Classy
- February 2010 issue
- Categories: Fashion
- Frequency: Monthly
- Founded: 1984
- Company: Kobunsha
- Country: Japan
- Based in: Tokyo
- Language: Japanese
- Website: https://classy-online.jp/

= Classy (magazine) =

Japanese women's magazine

Classy Magazine is a monthly Japanese women's magazine. Its title, Classy, is derived from the English adjective classy.
It is estimated that the average reader of Classy magazine is between the age of 24 and 28. The magazine is known to be popular with office ladies (widely known as OL in Japan).
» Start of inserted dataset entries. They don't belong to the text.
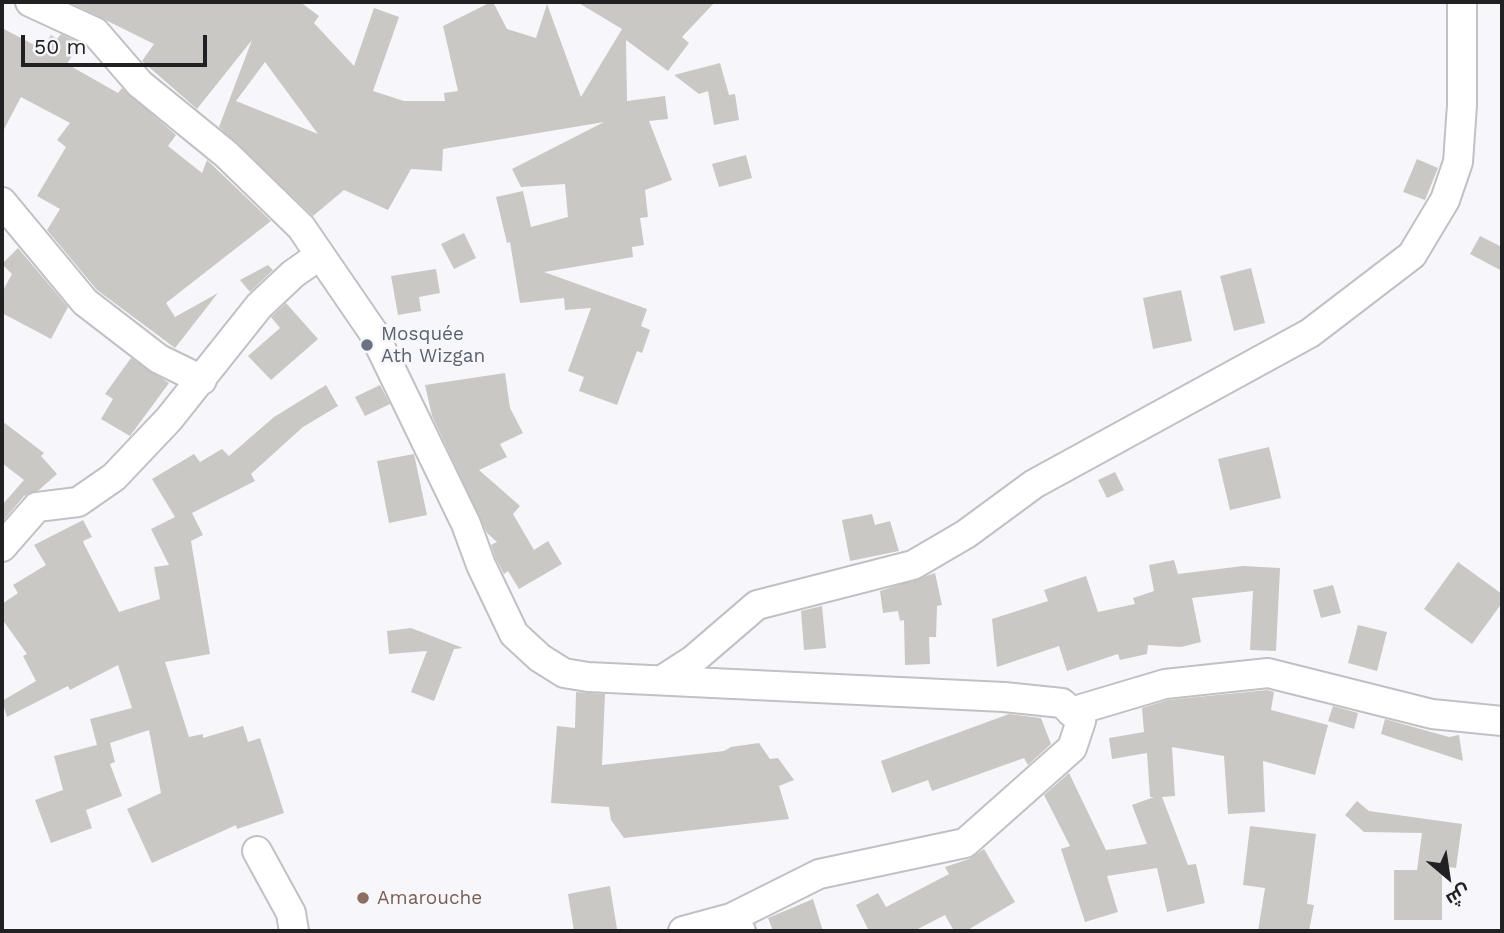 <!DOCTYPE html>
<html>
<head>
<meta charset="utf-8">
<style>
  body { margin:0 }
  #map { position:relative; width:1504px; height:933px; overflow:hidden; background:#f7f7fb; font-family:"Work Sans",Cairo,sans-serif }
  canvas { display:block }
  .frame { position:absolute; inset:0; border:4px solid #212022; pointer-events:none }
  .north { position:absolute; left:1413px; top:842px; width:70px; height:70px; -webkit-text-stroke:5px #f7f7fb; paint-order:stroke; rotate:151deg; font-size:19px; font-weight:700; line-height:28px; text-align:center; color:#212022 }
  .north::after { content:''; display:block; margin:auto; width:24px; height:32px; background:#212022; clip-path:polygon(50% 0,100% 100%,50% 72%,0 100%) }
  .scale { position:absolute; left:21px; top:35px; width:186px; height:32px; box-sizing:border-box; border:4px solid #212022; border-top:0; padding-left:9px; font-size:21px; line-height:24px; white-space:nowrap; color:#212022; -webkit-text-stroke:5px #f7f7fb; paint-order:stroke }
</style>
</head>
<body>
<div id="map">
<canvas width="1504" height="933"></canvas>
<div class="frame"></div>
<div class="north">ش</div>
<div class="scale">50 m</div>
</div>
<script>
const ctx = document.querySelector('canvas').getContext('2d');
ctx.lineJoin = 'round';
function paint(path, color) { ctx.fillStyle = color; ctx.fill(path, 'evenodd'); }
function trace(path, color, width, dash) { ctx.strokeStyle = color; ctx.lineWidth = width; ctx.lineCap = dash ? 'butt' : 'round'; ctx.setLineDash(dash || []); ctx.stroke(path); }
function drawText(font, color, halo, rows, align = 'center') {
  ctx.font = font + ' "Work Sans",sans-serif'; ctx.lineWidth = 6; ctx.setLineDash([]); ctx.textBaseline = 'middle'; ctx.strokeStyle = halo; ctx.fillStyle = color; for (const [text, x, y, turn = 0] of rows) {
    ctx.save(); ctx.translate(x, y); ctx.rotate((+turn || 0) * Math.PI / 180); ctx.textAlign = isNaN(turn) ? turn : align; if (halo) ctx.strokeText(text, 0, 0); ctx.fillText(text, 0, 0); ctx.restore();
  }
}
paint(new Path2D(`
  M 69,2 L 300,2 L 319,16 L 314,23 L 354,66 L 374,8 L 399,17 L 373,91 L 404,101 L 445,101 L 444,93 L 458,91 L 443,26 L 491,2 L 493,2 L 507,29 L 536,38 L 547,4 L 581,97 L 622,29 L 577,2 L 715,2 L 682,37 L 689,43 L 668,71 L 626,40 L 627,101 L 665,96 L 668,119 L 649,121 L 672,180 L 645,190 L 648,217 L 640,218 L 644,245 L 632,247 L 633,257 L 544,272 L 647,309 L 641,326 L 650,330 L 642,353 L 637,351 L 617,405 L 579,391 L 584,377 L 568,371 L 591,308 L 565,310 L 564,298 L 520,303 L 510,242 L 507,243 L 496,197 L 523,191 L 531,227 L 568,217 L 565,184 L 521,187 L 512,169 L 604,122 L 443,149 L 442,171 L 411,169 L 388,210 L 344,190 L 313,216 L 219,127 L 252,40 L 197,109 L 142,61 L 154,44 ZM 265,62 L 318,134 L 236,101 Z
  M 2,28 L 42,49 L 51,35 L 57,39 L 61,34 L 80,43 L 67,64 L 118,93 L 122,88 L 176,135 L 168,146 L 202,173 L 207,160 L 271,221 L 166,303 L 175,317 L 218,293 L 175,348 L 97,290 L 47,230 L 60,209 L 37,196 L 66,147 L 57,140 L 70,123 L 21,97 L 2,133 Z
  M 720,63 L 729,95 L 735,94 L 739,120 L 714,125 L 708,91 L 699,94 L 674,75 Z
  M 746,155 L 752,178 L 719,187 L 712,164 Z
  M 1417,159 L 1438,168 L 1425,200 L 1403,192 Z
  M 464,233 L 476,258 L 454,269 L 441,244 Z
  M 1480,236 L 1502,247 L 1502,271 L 1470,254 Z
  M 18,248 L 68,307 L 51,339 L 2,313 L 2,292 L 12,274 L 2,264 Z
  M 268,265 L 273,270 L 250,292 L 240,280 Z
  M 1251,268 L 1265,323 L 1234,331 L 1220,276 Z
  M 436,269 L 440,293 L 419,297 L 421,311 L 398,315 L 391,276 Z
  M 1181,290 L 1192,341 L 1153,349 L 1143,298 Z
  M 286,303 L 318,339 L 271,380 L 248,356 L 280,328 L 271,317 Z
  M 131,358 L 169,383 L 130,436 L 101,419 L 113,399 L 105,394 Z
  M 505,373 L 510,408 L 523,433 L 500,444 L 507,457 L 479,470 L 520,506 L 513,514 L 534,550 L 548,541 L 562,564 L 519,589 L 508,571 L 504,574 L 496,559 L 491,545 L 497,542 L 487,533 L 432,416 L 425,385 Z
  M 326,385 L 338,406 L 303,427 L 251,474 L 255,481 L 192,513 L 203,535 L 191,541 L 210,654 L 165,662 L 189,737 L 203,734 L 203,738 L 243,726 L 248,742 L 260,738 L 284,813 L 237,829 L 236,825 L 152,863 L 127,809 L 161,793 L 149,730 L 110,743 L 115,762 L 110,764 L 122,796 L 86,810 L 92,828 L 51,843 L 35,800 L 63,790 L 54,756 L 97,745 L 90,719 L 132,708 L 118,665 L 70,690 L 68,686 L 7,717 L 2,701 L 36,681 L 23,656 L 27,654 L 2,619 L 2,604 L 18,593 L 13,585 L 46,565 L 34,545 L 83,520 L 92,537 L 83,541 L 84,544 L 119,612 L 160,599 L 154,567 L 169,565 L 151,529 L 175,517 L 152,479 L 194,454 L 200,462 L 222,449 L 229,456 L 274,417 Z
  M 380,385 L 390,404 L 365,416 L 355,397 Z
  M 2,421 L 44,453 L 41,456 L 57,474 L 39,490 L 24,496 L 4,520 L 2,505 L 24,480 L 2,463 Z
  M 1269,447 L 1281,498 L 1230,510 L 1218,459 Z
  M 414,454 L 427,515 L 389,523 L 377,461 Z
  M 1115,472 L 1124,490 L 1107,498 L 1098,480 Z
  M 872,514 L 875,525 L 890,521 L 899,551 L 850,561 L 842,520 Z
  M 1174,560 L 1178,574 L 1243,566 L 1280,568 L 1276,651 L 1250,650 L 1253,591 L 1192,598 L 1201,642 L 1181,647 L 1148,645 L 1147,654 L 1120,660 L 1118,654 L 1067,671 L 1059,646 L 997,667 L 992,619 L 1048,601 L 1044,590 L 1086,576 L 1098,612 L 1135,604 L 1133,598 L 1154,591 L 1149,565 Z
  M 1458,562 L 1502,594 L 1502,603 L 1472,644 L 1424,609 Z
  M 935,573 L 942,605 L 937,606 L 936,637 L 929,637 L 930,664 L 905,665 L 904,620 L 900,621 L 898,611 L 883,613 L 880,591 Z
  M 1333,585 L 1341,613 L 1321,618 L 1313,590 Z
  M 822,606 L 826,648 L 804,650 L 801,611 Z
  M 1358,625 L 1387,632 L 1377,671 L 1348,663 Z
  M 411,628 L 463,648 L 454,649 L 434,701 L 411,692 L 427,651 L 389,654 L 387,631 Z
  M 1267,690 L 1274,692 L 1271,710 L 1328,725 L 1315,775 L 1263,761 L 1265,812 L 1228,814 L 1224,756 L 1172,747 L 1175,796 L 1162,797 L 1188,865 L 1196,864 L 1205,903 L 1167,912 L 1157,868 L 1107,876 L 1118,912 L 1085,922 L 1061,849 L 1070,846 L 1044,795 L 1069,773 L 1106,850 L 1147,844 L 1132,805 L 1154,797 L 1150,797 L 1147,753 L 1112,759 L 1109,738 L 1144,732 L 1142,708 L 1168,700 Z
  M 576,692 L 605,694 L 602,765 L 724,751 L 731,747 L 759,743 L 770,759 L 778,758 L 794,780 L 779,786 L 789,819 L 624,838 L 611,820 L 609,807 L 551,803 L 557,726 L 575,728 Z
  M 1333,706 L 1358,713 L 1354,729 L 1328,721 Z
  M 1009,714 L 1041,718 L 1051,744 L 1028,765 L 1024,758 L 932,791 L 928,780 L 892,793 L 881,761 Z
  M 1385,719 L 1449,737 L 1459,735 L 1463,761 L 1381,734 Z
  M 1357,801 L 1369,811 L 1462,824 L 1456,868 L 1442,866 L 1442,920 L 1394,920 L 1394,870 L 1417,870 L 1422,833 L 1364,832 L 1345,815 Z
  M 1250,826 L 1316,834 L 1307,904 L 1314,905 L 1309,931 L 1258,931 L 1265,888 L 1243,885 Z
  M 984,849 L 1015,902 L 966,931 L 954,931 L 945,915 L 914,931 L 869,931 L 856,905 L 878,893 L 886,907 L 949,874 L 945,867 L 969,859 Z
  M 610,886 L 617,929 L 574,931 L 568,894 Z
  M 813,899 L 823,931 L 773,931 L 768,918 Z`), '#cac8c4');
const street = new Path2D(`
  M 30,2 L 95,32 L 140,84 L 226,154 L 301,227 L 373,332 L 466,524 L 481,565 L 514,634 L 540,658 L 564,673 L 588,677 L 1004,697 L 1062,703 L 1081,721 L 1072,748 L 965,843 L 819,874 L 731,918 L 741,931
  M 2,202 L 85,302 L 159,359 L 202,380
  M 2,547 L 37,507 L 78,502 L 114,477 L 169,419 L 259,306 L 293,274 L 320,255
  M 662,680 L 693,660 L 757,605 L 913,565 L 966,534 L 1034,484 L 1310,333 L 1412,255 L 1445,200 L 1458,162 L 1462,105 L 1462,2
  M 1071,712 L 1165,684 L 1268,673 L 1432,714 L 1502,721
  M 257,851 L 291,913 L 294,931
  M 683,931 L 731,918`);
trace(street, '#c1c1c5', 32);
trace(street, '#fff', 28);
for (const [x, y, r, color] of [
  [367,345,7,"#6b7280"],
  [363,898,7,"#8d6e63"]
]) { const dot = new Path2D(); dot.arc(x, y, r, 0, 2 * Math.PI); ctx.fillStyle = color; ctx.fill(dot); trace(dot, '#f7f7fb', 2.5); }
drawText('19px', '#5b616d', '#f7f7fb', [
  ["Mosquée",381,334],
  ["Ath Wizgan",381,356]
], 'left');
drawText('19px', '#785e54', '#f7f7fb', [
  ["Amarouche",377,898]
], 'left');
</script>
</body>
</html>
It is also popular among university students as a magazine for Onekei (お姉系) fashion.

==History==
Classy was first published in 1984. The magazine is published by Kobunsha.

The magazine targets women in their 20s. It is a sister magazine of JJ, and has been published since 1984 by the same company. The two magazines are closely linked, and often, models who posed for JJ magazine in their youth will return a few years later to model for Classy.

==Models==
In the magazine's early days, most of the models were American supermodels, however changes in the policy led to the inclusion of more and more local models. Famous Japanese supermodels, namely Anna Umemiya and
Kyoko Aoyama
started their modeling careers by appearing as cover girls in the magazine.

Several well-known models are working for the magazine. Hiroko Hatano, who used to work for JJ magazine, started to work as a model here in 2005. Jessica Michibata, Sayo Aizawa and Ryoko Tanami are also popular.